Los dos discípulos centrales de la Secta Dao sonrieron con desdén.

 

¿Causando problemas justo al lado del Soberano Humano? Olvídate de ser príncipe: ni aunque su padre estuviera presente le ayudaría.

 

Sus subordinados apenas opusieron una resistencia simbólica antes de verlo llevado.

 

Soy de Formación del Alma, así que es normal que no pueda contra cultivadores del Alma Naciente de la Secta Dao, ¿cierto?

 

—¡¿Qué hice para merecer esto?! —el joven príncipe estaba nervioso.
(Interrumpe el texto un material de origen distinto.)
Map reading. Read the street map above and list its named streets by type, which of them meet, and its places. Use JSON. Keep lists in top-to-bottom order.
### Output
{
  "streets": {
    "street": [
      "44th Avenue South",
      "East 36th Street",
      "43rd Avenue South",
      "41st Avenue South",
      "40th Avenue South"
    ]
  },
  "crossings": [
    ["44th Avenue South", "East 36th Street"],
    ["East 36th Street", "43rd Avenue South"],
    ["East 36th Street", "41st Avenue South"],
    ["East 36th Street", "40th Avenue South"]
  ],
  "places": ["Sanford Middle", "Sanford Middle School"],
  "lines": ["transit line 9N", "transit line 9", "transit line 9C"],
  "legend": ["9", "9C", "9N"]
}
Sus hombres no lo ayudaban, y la Secta Dao claramente no le temía. —¡Ni siquiera he hecho nada malo todavía!

 

—¡Prohibido hablar en la calle del mercado!

 

El joven príncipe miró incrédulo la bulliciosa calle a su alrededor.

 

¿Y qué clase de excusa absurda era esa?

 

Si hubieran dicho que entró a la calle del mercado con el pie izquierdo primero, quizá lo aceptaría… No, espera, tampoco lo aceptaría.

 

Los discípulos centrales lo ignoraron y se lo llevaron.

 

Desde la perspectiva de Jiang Li, la calle estaba llena de tesoros ocultos: una hoja con una técnica de espada suprema inscrita, un plato recolector de rocío que en realidad era una llave a un reino místico, el hueso de la pierna de una bestia demoníaca que contenía una gota de sangre verdadera de una bestia demonio de Formación del Alma…

 

Si Jiang Li quisiera buscar tesoros ocultos, podría encontrar el 99% de los mejores artículos de la calle.

 

Pero para él, eran inútiles. Mejor dejarlos para la generación más joven.

 

Vio un anuncio de subasta cercano. La lista incluía los artículos a pujar y mencionaba un misterioso final sorpresa. Intrigado, entró a echar un vistazo.

 

—¡Tesoro espiritual de grado supremo, Espada Voladora Mata-Demonios! ¡Aumenta el daño contra el clan demonio un 30%! ¡Puja inicial: 500 piedras espirituales de grado bajo!

 

—¡512!

 

—¡1,024!

 

—¡2,048!

 

—¡4,096!

 

Jiang Li hizo la primera puja, y a partir de ahí, los demás comenzaron a duplicar el precio exponencialmente, haciendo que el subastador tuviera espasmos faciales.

 

En treinta años subastando, nunca había visto a alguien pujar así.

 

¿No podían dar números normales?

 

Para colmo, los más interesados en la espada eran los propios clanes demonio. Ellos fueron quienes subieron el precio, y al final, un miembro del clan demonio se la llevó.

 

—¿Por qué pasó eso? —preguntó la Santa Doncella, intrigada. Ella pensaba que la espada atraería más a los humanos cercanos a la Dinastía Baize, que luchaban seguido contra ataques de bestias demonio.

 

—Si aumenta el daño contra los demonios, significa que les ayuda a derrotar más fácilmente a los de su propia raza —suspiró Jiang Li—. Derrotar a sus pares, la ley del más fuerte, supremacía de linaje… básicamente, no tienen sentido de unidad ni progreso.

 

Luego vinieron subastas de Píldoras de Longevidad de grado supremo, Píldoras de Fuerza Dragón-Tigre, el Espejo de Bronce Yuheng, cuentas de oración budistas y otros objetos muy codiciados por los cultivadores presentes.

 

Pero para Jiang Li y la Santa Doncella, eran cosas sin interés. Incluso gratis, no les servirían.

 

Finalmente, el llamado “misterio final” resultó ser un Artefacto Dao: un enorme martillo imbuido con el Dao de los Sueños que dejaba inconsciente a la gente y los atrapaba en reinos oníricos.

 

Jiang Li lo observó un buen rato, pero no logró imaginarle un uso práctico.